A riprova di ciò va detto che già nelle scorse settimane il CEO dell’azienda statunitense aveva mostrato la disponibilità ad acquistare, qualora si fossero presentate al giusto prezzo, attività di telefonia mobile nel vecchio continente. Ma per far si che tutto questo avvenga, Stephenson pretende che ci siano “delle politiche coerenti sulle frequenze in modo da offrire condizioni più interessanti per le aziende che operano nel wireless”. “Aziende come At&t” continua il CEO “hanno bisogno di rassicurazioni sul fatto che le politiche pubbliche siano favorevoli agli investimenti sulle reti che hanno bisogno di aggiornamenti per l’evoluzione a lungo termine e per l’LTE”.

Modificare le licenze sulle frequenze

Stephenson ha inoltre spiegato che sarà necessario un vero e proprio processo di restyling per quanto riguarda le regole sulle licenze delle frequenze; gli operatori devono avere la possibilità di poter controllare ampie porzioni di territorio per lunghi periodi di tempo, alfine di stimolare la realizzazione di investimenti sulle reti che siano validi anche in futuro. Alcuni paesi offrono delle licenze valide per circa 10-12 anni, (a differenza di quelle degli USA, che arrivano a 30), rimettendo poi in vendita le proprie licenze una volta scaduti i contratti. Questo rende molto più problematica la possibilità di costruire una rete pan-europea, considerando appunto che ogni paese può vendere diverse parti di uno spettro, ognuno in base ai propri criteri.
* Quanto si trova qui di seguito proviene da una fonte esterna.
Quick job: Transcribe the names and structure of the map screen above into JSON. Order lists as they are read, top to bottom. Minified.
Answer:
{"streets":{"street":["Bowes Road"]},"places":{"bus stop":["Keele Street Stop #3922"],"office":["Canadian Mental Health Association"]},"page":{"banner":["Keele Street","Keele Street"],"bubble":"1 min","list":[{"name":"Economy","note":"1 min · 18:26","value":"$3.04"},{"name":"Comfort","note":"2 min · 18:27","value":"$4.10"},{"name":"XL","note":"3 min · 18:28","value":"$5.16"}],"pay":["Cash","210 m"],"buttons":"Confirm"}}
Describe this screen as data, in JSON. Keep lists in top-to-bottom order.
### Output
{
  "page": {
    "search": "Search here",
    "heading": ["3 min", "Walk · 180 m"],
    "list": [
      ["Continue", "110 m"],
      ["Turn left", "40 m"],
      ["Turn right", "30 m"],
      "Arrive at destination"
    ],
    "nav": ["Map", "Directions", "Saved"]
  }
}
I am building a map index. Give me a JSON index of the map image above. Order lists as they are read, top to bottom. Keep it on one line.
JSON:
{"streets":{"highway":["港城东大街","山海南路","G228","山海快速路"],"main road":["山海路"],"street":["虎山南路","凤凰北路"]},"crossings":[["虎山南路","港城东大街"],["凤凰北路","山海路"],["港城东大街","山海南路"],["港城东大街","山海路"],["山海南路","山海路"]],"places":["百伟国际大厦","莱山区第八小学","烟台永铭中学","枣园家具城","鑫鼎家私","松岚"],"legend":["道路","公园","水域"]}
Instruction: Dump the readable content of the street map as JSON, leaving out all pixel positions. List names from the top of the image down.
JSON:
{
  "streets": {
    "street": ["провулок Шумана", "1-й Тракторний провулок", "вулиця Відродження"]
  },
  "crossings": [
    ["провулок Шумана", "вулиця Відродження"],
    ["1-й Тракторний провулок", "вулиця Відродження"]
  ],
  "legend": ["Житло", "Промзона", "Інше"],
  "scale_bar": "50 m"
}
Stephenson infine, ha sottolineato che l’Europa ha assoluto bisogno di un mercato all’interno del quale gli operatori possano scambiarsi liberamente parti di spettro, rivolgendosi inoltre ai vari regolatori, affinchè essi non riservino più le frequenze solamente ad una tecnologia specifica, come è avvenuto nel caso del 3G, dando così l’opportunità alle aziende di conservare una certa elasticità per poter utilizzare lo spettro in base alle loro esigenze. Intanto, secondo l’autorevole quotidiano olandese De Telegraaf, At&t sarebbe in trattative con un altro colosso, America Movil, per attuare una sinergia che permetta di entrare nel mercato europeo. I colloqui, attualmente in atto, verterebbero in maniera preminente su chi dovrà operare in un determinato paese.

VN:F [1.9.20_1166]
Rating: 0.0/10 (0 votes cast)
VN:F [1.9.20_1166]
Rating: 0 (from 0 votes)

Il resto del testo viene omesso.